_LISTED ENTRIES_:
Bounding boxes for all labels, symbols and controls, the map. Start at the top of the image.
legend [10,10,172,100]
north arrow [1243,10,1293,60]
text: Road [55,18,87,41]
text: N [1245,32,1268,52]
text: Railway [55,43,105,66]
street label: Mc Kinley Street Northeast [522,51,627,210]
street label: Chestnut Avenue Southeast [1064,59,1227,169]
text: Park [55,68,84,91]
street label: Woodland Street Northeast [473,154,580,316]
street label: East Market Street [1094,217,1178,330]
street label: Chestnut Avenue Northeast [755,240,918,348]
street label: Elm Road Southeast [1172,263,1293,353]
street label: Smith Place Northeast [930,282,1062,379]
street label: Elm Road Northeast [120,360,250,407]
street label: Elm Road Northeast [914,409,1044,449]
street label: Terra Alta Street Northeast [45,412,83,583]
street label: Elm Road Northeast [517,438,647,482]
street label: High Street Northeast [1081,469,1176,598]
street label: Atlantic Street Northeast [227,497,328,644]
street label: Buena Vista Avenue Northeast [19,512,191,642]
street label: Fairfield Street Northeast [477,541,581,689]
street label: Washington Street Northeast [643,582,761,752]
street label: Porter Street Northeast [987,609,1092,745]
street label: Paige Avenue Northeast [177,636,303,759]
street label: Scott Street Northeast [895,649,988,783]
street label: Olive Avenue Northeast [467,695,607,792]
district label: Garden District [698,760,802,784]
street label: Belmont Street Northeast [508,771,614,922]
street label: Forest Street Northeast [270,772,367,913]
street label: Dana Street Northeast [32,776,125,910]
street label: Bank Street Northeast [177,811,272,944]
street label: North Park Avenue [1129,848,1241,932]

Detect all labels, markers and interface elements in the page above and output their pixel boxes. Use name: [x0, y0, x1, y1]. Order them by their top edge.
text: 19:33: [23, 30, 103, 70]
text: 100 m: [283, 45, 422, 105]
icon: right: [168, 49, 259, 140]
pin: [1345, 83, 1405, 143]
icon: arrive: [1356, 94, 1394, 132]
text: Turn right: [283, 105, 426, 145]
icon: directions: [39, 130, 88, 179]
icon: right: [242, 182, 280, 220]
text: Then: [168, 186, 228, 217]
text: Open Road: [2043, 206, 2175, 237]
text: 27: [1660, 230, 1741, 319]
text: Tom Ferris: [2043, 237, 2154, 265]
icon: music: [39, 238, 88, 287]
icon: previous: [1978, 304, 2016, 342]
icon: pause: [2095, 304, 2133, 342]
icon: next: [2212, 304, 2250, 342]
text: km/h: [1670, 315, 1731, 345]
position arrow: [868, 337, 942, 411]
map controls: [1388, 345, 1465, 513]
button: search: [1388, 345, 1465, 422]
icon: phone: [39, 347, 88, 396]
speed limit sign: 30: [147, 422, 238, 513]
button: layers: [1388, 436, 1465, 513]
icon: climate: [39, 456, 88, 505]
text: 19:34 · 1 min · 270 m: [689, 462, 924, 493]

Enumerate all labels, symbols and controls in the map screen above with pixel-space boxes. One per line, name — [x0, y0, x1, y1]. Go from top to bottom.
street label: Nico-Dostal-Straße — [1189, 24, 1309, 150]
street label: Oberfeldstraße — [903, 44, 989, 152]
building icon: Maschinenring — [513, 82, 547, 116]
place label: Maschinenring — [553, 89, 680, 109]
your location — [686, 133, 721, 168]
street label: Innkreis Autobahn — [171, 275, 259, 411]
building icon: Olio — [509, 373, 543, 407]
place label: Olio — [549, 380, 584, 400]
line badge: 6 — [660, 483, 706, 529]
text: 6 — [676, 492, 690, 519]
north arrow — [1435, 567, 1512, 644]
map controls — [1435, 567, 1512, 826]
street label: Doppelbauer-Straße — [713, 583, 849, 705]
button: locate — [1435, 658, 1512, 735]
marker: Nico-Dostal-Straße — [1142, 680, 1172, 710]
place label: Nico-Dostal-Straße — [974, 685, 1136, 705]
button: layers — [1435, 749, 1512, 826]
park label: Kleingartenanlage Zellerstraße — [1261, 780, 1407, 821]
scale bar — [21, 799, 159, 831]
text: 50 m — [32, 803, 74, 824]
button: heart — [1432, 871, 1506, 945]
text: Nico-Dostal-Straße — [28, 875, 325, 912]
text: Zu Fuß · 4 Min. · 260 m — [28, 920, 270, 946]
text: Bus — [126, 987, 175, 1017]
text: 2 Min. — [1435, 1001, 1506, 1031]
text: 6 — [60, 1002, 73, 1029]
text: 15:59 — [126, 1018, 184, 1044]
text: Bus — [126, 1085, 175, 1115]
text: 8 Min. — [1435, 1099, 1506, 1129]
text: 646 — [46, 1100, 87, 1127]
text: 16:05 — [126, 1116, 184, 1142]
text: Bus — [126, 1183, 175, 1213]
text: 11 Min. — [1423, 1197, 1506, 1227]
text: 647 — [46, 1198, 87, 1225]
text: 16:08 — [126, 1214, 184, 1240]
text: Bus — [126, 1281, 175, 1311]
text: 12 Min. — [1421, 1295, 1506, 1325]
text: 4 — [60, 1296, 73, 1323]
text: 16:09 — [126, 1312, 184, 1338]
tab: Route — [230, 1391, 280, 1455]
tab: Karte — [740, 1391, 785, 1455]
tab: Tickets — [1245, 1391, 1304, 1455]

_WORK TO COMPLETE_: Search the entries for the word "Nico" and copy every line that holds it.

_OUTPUT OF THE EXERCISE_:
street label: Nico-Dostal-Straße — [1189, 24, 1309, 150]
marker: Nico-Dostal-Straße — [1142, 680, 1172, 710]
place label: Nico-Dostal-Straße — [974, 685, 1136, 705]
text: Nico-Dostal-Straße — [28, 875, 325, 912]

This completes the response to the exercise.